Just last month, Trump vetoed a military funding bill in part because it did not include a repeal of Section 230 of a 1996 law, which gives tech companies immunity from legal liability for user content disseminated on their platforms.
Although Trump has decried what he views as Big Tech’s censorship of his and other conservatives’ speech on the platform, his frequent and unrestrained tweets were a defining feature of his “audience of one” presidency.
He often fired off messages on his own in the early morning or late evening without any staff on hand, and delighted in seeing his tweets — which often brought the rest of Washington, not to mention leaders in foreign capitals, to a standstill — splashed across his television within minutes of hitting send.
For nearly the entirety of his presidency, Twitter did little to curb his behavior. The company abided his petty comments on a TV anchor’s face-lift, his use of a racist trope in remarks about “rat infested” Baltimore, and his threats of violence against Black Lives Matter protesters — “when the looting starts the shooting starts,” he wrote amid protests last May over the killing of George Floyd by a Minneapolis police officer.
And there was no reining in his retweet binges amplifying and implicitly endorsing to his more than 88 million followers the words of conspiracy theorists, viral videos depicting violent attacks on rivals, and even a supporter yelling “white power.”
Only in recent months did Twitter begin to grapple with its own role as a platform for the president’s most incendiary content and the disinformation he broadcast in service of his determined effort to downplay the coronavirus — his retweet of a false claim that there was a COVID-19 cure was quickly removed from the site — and his postelection crusade to reverse his defeat and undermine the country’s faith in the legitimacy of the election itself.
His Twitter account was temporarily suspended after Wednesday’s riot. After it was briefly reinstated Thursday, Trump tweeted a relatively conciliatory statement admonishing the rioters and, for the first time, acknowledging that he would be leaving the White House on Jan. 20.

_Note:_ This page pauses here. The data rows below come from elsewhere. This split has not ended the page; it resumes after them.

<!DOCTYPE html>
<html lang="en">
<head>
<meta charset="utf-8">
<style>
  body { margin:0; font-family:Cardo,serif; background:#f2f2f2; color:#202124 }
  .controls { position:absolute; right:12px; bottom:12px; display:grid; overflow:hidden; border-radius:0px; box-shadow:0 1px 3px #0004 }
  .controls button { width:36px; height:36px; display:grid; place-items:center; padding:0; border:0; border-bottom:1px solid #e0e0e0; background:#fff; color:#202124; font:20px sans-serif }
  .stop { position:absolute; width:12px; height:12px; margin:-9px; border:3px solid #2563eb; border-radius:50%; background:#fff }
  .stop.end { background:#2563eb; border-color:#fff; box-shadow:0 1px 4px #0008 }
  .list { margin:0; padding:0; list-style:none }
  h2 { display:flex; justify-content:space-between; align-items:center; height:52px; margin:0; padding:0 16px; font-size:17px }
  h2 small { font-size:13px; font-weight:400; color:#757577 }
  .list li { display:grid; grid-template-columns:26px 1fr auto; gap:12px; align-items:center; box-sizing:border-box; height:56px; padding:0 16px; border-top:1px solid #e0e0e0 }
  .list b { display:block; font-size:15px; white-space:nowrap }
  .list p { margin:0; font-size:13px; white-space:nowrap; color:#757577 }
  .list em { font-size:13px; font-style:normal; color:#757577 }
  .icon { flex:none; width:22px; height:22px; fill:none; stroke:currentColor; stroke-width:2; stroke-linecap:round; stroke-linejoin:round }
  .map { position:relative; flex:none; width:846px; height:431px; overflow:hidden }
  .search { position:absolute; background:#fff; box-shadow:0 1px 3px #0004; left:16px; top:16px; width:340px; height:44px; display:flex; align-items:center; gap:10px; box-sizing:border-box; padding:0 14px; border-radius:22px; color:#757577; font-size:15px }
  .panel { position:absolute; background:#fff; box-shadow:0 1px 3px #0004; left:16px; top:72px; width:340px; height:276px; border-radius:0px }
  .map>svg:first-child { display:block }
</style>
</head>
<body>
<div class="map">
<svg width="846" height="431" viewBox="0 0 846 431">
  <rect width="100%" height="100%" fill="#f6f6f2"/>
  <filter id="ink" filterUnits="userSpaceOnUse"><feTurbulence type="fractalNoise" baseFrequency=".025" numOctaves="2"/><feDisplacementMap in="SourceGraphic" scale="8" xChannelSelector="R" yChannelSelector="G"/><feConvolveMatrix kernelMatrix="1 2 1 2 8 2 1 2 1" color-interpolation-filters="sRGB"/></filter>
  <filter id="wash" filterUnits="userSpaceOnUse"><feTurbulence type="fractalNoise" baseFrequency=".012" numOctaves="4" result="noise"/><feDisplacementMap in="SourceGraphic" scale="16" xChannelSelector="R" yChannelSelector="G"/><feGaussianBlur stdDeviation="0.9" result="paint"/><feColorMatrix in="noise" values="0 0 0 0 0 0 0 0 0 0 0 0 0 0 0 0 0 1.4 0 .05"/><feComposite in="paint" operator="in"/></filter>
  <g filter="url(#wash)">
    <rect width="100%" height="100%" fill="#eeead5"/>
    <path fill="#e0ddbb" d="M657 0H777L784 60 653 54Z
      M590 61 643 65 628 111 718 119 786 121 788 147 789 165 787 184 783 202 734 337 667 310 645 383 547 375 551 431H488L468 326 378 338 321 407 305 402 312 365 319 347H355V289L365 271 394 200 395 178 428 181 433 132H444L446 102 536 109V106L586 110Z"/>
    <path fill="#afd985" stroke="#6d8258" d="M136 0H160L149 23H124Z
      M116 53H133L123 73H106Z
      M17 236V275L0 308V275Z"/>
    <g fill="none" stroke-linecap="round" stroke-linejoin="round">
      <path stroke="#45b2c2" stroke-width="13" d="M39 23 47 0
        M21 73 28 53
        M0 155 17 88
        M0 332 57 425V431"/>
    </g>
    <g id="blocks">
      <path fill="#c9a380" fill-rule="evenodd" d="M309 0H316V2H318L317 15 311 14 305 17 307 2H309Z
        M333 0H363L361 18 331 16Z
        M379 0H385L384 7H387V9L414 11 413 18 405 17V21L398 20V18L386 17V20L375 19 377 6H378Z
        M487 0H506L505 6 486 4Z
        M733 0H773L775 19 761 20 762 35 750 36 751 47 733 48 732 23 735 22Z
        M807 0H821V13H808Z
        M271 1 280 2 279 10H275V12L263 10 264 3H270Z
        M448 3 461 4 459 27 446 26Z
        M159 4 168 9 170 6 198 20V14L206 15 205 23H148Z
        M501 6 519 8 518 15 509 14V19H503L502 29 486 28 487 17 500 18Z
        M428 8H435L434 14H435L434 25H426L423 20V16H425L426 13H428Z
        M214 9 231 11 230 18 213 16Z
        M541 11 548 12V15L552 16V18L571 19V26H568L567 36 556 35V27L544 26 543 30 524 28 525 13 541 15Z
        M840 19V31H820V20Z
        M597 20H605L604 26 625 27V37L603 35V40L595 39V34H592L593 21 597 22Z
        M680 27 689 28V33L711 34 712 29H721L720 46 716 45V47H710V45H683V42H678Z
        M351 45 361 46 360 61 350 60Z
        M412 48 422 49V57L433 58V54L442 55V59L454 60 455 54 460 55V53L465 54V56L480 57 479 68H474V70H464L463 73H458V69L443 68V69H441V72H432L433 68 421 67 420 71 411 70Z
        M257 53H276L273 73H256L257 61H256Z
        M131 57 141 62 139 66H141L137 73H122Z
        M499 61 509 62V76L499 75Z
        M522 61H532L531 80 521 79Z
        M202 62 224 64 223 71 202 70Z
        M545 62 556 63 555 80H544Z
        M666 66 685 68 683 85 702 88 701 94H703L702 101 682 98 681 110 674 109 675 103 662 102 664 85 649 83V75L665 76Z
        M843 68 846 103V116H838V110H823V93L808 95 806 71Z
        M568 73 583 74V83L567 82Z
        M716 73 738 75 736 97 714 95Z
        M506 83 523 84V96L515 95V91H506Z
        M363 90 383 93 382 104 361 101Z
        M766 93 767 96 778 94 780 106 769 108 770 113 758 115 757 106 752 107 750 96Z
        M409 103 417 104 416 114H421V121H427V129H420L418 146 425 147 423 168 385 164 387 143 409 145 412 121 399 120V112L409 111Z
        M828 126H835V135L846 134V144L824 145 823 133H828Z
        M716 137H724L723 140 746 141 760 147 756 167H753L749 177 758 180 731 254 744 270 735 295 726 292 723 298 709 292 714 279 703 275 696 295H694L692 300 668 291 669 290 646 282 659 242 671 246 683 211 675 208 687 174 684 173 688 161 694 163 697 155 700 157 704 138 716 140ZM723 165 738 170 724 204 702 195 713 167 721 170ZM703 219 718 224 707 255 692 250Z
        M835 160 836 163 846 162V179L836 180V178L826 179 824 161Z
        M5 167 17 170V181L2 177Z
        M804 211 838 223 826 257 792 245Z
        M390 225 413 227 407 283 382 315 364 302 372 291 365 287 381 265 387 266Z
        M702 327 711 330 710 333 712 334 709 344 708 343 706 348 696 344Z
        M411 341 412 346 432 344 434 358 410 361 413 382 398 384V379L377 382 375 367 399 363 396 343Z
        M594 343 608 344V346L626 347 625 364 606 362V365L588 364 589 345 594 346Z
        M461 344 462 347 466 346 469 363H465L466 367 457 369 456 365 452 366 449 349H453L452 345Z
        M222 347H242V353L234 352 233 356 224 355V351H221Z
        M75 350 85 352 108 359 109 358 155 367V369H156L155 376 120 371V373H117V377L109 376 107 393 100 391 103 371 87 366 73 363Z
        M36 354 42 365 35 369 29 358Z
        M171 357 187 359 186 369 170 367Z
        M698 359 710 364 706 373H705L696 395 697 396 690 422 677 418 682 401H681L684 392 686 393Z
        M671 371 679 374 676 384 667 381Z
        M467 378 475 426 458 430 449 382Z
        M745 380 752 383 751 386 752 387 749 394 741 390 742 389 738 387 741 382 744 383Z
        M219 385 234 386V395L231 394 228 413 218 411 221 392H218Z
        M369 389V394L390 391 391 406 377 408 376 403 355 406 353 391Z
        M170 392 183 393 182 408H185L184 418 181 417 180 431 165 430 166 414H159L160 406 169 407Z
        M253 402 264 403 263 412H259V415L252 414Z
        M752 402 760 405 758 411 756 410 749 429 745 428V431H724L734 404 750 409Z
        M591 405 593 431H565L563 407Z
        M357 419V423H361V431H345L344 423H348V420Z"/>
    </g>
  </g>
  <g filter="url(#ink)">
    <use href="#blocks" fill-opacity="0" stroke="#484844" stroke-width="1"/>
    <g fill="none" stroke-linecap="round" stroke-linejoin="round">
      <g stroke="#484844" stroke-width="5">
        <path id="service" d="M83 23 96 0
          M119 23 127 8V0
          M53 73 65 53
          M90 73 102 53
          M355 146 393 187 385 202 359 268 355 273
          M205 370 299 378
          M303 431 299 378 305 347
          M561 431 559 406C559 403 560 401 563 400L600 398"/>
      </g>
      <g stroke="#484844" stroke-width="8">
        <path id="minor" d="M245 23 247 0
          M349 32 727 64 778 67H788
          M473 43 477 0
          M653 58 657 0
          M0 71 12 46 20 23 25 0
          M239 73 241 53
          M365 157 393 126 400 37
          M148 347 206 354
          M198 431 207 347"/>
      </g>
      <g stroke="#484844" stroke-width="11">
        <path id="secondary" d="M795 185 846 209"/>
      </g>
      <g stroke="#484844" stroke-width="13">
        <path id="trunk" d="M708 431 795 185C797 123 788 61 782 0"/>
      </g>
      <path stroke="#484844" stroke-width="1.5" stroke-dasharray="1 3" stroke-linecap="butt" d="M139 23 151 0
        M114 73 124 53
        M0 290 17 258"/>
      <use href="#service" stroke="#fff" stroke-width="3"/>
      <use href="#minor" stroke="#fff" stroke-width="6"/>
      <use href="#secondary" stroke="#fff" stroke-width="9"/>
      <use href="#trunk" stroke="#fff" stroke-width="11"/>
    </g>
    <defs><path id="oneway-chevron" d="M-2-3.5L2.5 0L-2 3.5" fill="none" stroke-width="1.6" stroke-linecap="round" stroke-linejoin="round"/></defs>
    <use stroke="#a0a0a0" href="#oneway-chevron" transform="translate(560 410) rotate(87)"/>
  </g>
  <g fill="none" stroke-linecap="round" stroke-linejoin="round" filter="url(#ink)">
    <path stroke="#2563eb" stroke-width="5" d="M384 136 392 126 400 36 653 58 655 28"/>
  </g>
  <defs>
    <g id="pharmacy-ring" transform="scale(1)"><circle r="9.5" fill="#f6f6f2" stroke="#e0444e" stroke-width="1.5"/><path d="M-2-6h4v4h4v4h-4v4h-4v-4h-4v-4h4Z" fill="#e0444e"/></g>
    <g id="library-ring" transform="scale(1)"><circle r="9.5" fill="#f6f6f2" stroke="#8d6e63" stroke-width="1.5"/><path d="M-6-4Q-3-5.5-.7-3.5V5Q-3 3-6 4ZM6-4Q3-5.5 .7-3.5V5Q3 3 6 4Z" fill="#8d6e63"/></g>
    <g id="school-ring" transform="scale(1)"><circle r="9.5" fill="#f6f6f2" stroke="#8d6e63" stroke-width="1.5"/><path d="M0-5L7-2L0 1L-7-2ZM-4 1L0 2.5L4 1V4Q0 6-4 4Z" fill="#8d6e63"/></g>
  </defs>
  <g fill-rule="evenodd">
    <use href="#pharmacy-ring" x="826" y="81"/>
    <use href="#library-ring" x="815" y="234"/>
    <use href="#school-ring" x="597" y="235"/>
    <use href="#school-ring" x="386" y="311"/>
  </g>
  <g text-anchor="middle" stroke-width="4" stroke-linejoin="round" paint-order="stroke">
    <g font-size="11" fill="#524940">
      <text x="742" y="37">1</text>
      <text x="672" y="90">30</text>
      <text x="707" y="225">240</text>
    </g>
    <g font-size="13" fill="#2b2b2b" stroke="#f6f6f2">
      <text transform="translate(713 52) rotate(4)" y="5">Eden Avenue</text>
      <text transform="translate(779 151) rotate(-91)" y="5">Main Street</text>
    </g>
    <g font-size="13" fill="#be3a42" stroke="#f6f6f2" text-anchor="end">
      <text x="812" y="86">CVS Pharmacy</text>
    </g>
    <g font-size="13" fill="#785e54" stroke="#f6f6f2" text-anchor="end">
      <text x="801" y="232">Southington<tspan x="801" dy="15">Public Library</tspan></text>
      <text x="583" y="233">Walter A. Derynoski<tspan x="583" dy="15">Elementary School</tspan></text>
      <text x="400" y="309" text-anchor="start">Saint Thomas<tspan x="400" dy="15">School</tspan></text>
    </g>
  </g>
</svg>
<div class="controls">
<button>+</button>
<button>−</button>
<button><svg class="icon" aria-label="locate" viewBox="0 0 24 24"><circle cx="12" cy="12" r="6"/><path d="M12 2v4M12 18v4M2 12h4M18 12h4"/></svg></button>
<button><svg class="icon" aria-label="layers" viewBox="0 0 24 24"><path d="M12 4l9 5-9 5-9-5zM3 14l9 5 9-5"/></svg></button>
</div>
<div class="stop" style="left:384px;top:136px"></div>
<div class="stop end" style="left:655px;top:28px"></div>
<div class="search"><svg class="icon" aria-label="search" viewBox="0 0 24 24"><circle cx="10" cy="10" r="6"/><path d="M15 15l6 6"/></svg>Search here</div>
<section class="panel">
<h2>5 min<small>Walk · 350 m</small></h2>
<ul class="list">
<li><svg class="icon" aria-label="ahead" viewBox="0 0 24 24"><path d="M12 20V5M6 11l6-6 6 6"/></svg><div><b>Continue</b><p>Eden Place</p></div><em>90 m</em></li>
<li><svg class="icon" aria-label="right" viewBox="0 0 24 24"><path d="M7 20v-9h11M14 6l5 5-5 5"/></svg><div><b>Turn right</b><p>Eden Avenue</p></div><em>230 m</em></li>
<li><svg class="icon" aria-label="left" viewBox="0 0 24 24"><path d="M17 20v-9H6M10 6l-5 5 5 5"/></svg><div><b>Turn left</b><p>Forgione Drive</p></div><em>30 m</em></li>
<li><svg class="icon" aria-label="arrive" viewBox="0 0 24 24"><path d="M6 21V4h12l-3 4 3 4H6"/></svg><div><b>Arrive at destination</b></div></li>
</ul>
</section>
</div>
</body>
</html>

But on Friday morning, Trump sent out two tweets undercutting that more unifying message, one encouraging his supporters and another stating that he would not be attending President-elect Joe Biden’s inauguration.
“The 75,000,000 great American Patriots who voted for me, AMERICA FIRST, and MAKE AMERICA GREAT AGAIN, will have a GIANT VOICE long into the future,” Trump tweeted. “They will not be disrespected or treated unfairly in any way, shape or form!!!”
In a detailed explanation of its decision to permanently suspend Trump, Twitter cited those two tweets specifically as being “in violation of the Glorification of Violence Policy” that Trump had been warned about earlier in the week.
Twitter has clear policies against tweets that incite violence, which Trump has violated repeatedly — and yet the company did nothing, said Kat Lo, a researcher who studies online content moderation at the nonprofit Meedan. But Wednesday‘s mob might have finally tipped the scales.
“It’s hard to beat storming the Capitol,” Lo said.
She said the fact that Trump was soon leaving office probably helped Twitter justify a ban, along with internal pressure from employees and a negative public perception of the role Twitter played in the Capitol riot.
“It could be all of these different pressures coming together, or it could just be that some executive was like, ‘All right, fine, we’ll do it,’” Lo said. “And that’s the big problem with content moderation in general. You have no idea; it’s completely ambiguous.”
Stokols reported from Washington, Chang from Cupertino, Calif., and Hussain from Los Angeles.